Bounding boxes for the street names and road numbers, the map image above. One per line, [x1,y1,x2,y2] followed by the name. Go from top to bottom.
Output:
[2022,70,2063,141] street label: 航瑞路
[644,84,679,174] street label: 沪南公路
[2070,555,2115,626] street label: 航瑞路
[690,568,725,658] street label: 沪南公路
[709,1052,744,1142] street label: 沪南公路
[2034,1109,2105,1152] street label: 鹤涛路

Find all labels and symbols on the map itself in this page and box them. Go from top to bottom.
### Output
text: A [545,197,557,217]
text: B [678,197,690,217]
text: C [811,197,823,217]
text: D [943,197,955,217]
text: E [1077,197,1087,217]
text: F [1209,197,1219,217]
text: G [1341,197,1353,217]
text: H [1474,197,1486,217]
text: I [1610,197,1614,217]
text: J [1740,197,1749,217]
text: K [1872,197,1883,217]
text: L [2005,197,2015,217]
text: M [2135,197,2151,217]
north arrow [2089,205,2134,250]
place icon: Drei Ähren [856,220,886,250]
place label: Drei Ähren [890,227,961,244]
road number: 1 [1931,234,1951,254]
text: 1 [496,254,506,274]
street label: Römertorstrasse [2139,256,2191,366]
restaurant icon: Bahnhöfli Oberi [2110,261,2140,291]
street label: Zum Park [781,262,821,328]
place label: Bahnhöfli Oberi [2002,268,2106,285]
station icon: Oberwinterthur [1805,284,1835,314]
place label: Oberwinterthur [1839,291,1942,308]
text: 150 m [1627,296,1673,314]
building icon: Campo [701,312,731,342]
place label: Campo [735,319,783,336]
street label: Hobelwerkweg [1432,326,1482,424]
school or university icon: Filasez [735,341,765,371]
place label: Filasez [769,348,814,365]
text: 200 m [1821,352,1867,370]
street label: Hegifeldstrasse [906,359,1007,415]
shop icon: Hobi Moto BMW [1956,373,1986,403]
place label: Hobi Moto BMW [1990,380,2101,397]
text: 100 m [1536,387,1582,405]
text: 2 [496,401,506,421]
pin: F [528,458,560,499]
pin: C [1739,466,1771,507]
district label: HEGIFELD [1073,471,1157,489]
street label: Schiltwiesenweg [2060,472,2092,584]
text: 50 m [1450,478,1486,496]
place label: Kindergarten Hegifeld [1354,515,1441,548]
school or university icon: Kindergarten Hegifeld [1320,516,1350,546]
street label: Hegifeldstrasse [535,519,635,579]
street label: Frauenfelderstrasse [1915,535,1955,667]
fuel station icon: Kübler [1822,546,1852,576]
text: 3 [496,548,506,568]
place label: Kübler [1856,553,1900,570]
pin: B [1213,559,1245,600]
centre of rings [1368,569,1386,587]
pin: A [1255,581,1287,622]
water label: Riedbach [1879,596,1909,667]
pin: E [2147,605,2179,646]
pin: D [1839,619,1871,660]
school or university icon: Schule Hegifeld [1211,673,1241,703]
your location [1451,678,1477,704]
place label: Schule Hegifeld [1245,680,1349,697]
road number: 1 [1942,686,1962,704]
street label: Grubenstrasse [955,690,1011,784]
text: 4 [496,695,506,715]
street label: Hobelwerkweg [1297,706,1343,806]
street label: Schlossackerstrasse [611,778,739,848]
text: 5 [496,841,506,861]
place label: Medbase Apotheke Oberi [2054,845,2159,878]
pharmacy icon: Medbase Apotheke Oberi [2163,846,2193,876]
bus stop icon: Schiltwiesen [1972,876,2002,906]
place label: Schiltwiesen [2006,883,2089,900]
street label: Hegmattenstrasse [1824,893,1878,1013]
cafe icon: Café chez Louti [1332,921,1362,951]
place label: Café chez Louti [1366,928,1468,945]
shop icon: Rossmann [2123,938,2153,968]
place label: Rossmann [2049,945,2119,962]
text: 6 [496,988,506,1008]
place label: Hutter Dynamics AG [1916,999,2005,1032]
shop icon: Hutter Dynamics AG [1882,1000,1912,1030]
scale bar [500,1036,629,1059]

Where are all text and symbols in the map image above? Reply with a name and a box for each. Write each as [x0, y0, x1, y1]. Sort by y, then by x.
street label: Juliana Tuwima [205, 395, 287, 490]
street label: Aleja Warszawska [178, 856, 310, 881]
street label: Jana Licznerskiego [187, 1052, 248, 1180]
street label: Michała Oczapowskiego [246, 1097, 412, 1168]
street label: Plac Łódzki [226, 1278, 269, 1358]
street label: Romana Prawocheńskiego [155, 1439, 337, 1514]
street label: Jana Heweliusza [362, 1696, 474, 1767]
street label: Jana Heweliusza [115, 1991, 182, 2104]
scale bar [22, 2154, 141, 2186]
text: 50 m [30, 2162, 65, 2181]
● ● ● ●
# [What is expected]
Word for word, repeat each entry from the listing above.

# [Task solution]
Bounding boxes for the street names and road numbers, the map image above. One per line, [x1,y1,x2,y2] followed by the name. Go from top to bottom.
Output:
[2022,70,2063,141] street label: 航瑞路
[644,84,679,174] street label: 沪南公路
[2070,555,2115,626] street label: 航瑞路
[690,568,725,658] street label: 沪南公路
[709,1052,744,1142] street label: 沪南公路
[2034,1109,2105,1152] street label: 鹤涛路

Find all labels and symbols on the map itself in this page and box them. Go from top to bottom.
### Output
text: A [545,197,557,217]
text: B [678,197,690,217]
text: C [811,197,823,217]
text: D [943,197,955,217]
text: E [1077,197,1087,217]
text: F [1209,197,1219,217]
text: G [1341,197,1353,217]
text: H [1474,197,1486,217]
text: I [1610,197,1614,217]
text: J [1740,197,1749,217]
text: K [1872,197,1883,217]
text: L [2005,197,2015,217]
text: M [2135,197,2151,217]
north arrow [2089,205,2134,250]
place icon: Drei Ähren [856,220,886,250]
place label: Drei Ähren [890,227,961,244]
road number: 1 [1931,234,1951,254]
text: 1 [496,254,506,274]
street label: Römertorstrasse [2139,256,2191,366]
restaurant icon: Bahnhöfli Oberi [2110,261,2140,291]
street label: Zum Park [781,262,821,328]
place label: Bahnhöfli Oberi [2002,268,2106,285]
station icon: Oberwinterthur [1805,284,1835,314]
place label: Oberwinterthur [1839,291,1942,308]
text: 150 m [1627,296,1673,314]
building icon: Campo [701,312,731,342]
place label: Campo [735,319,783,336]
street label: Hobelwerkweg [1432,326,1482,424]
school or university icon: Filasez [735,341,765,371]
place label: Filasez [769,348,814,365]
text: 200 m [1821,352,1867,370]
street label: Hegifeldstrasse [906,359,1007,415]
shop icon: Hobi Moto BMW [1956,373,1986,403]
place label: Hobi Moto BMW [1990,380,2101,397]
text: 100 m [1536,387,1582,405]
text: 2 [496,401,506,421]
pin: F [528,458,560,499]
pin: C [1739,466,1771,507]
district label: HEGIFELD [1073,471,1157,489]
street label: Schiltwiesenweg [2060,472,2092,584]
text: 50 m [1450,478,1486,496]
place label: Kindergarten Hegifeld [1354,515,1441,548]
school or university icon: Kindergarten Hegifeld [1320,516,1350,546]
street label: Hegifeldstrasse [535,519,635,579]
street label: Frauenfelderstrasse [1915,535,1955,667]
fuel station icon: Kübler [1822,546,1852,576]
text: 3 [496,548,506,568]
place label: Kübler [1856,553,1900,570]
pin: B [1213,559,1245,600]
centre of rings [1368,569,1386,587]
pin: A [1255,581,1287,622]
water label: Riedbach [1879,596,1909,667]
pin: E [2147,605,2179,646]
pin: D [1839,619,1871,660]
school or university icon: Schule Hegifeld [1211,673,1241,703]
your location [1451,678,1477,704]
place label: Schule Hegifeld [1245,680,1349,697]
road number: 1 [1942,686,1962,704]
street label: Grubenstrasse [955,690,1011,784]
text: 4 [496,695,506,715]
street label: Hobelwerkweg [1297,706,1343,806]
street label: Schlossackerstrasse [611,778,739,848]
text: 5 [496,841,506,861]
place label: Medbase Apotheke Oberi [2054,845,2159,878]
pharmacy icon: Medbase Apotheke Oberi [2163,846,2193,876]
bus stop icon: Schiltwiesen [1972,876,2002,906]
place label: Schiltwiesen [2006,883,2089,900]
street label: Hegmattenstrasse [1824,893,1878,1013]
cafe icon: Café chez Louti [1332,921,1362,951]
place label: Café chez Louti [1366,928,1468,945]
shop icon: Rossmann [2123,938,2153,968]
place label: Rossmann [2049,945,2119,962]
text: 6 [496,988,506,1008]
place label: Hutter Dynamics AG [1916,999,2005,1032]
shop icon: Hutter Dynamics AG [1882,1000,1912,1030]
scale bar [500,1036,629,1059]

Where are all text and symbols in the map image above? Reply with a name and a box for each. Write each as [x0, y0, x1, y1]. Sort by y, then by x.
street label: Juliana Tuwima [205, 395, 287, 490]
street label: Aleja Warszawska [178, 856, 310, 881]
street label: Jana Licznerskiego [187, 1052, 248, 1180]
street label: Michała Oczapowskiego [246, 1097, 412, 1168]
street label: Plac Łódzki [226, 1278, 269, 1358]
street label: Romana Prawocheńskiego [155, 1439, 337, 1514]
street label: Jana Heweliusza [362, 1696, 474, 1767]
street label: Jana Heweliusza [115, 1991, 182, 2104]
scale bar [22, 2154, 141, 2186]
text: 50 m [30, 2162, 65, 2181]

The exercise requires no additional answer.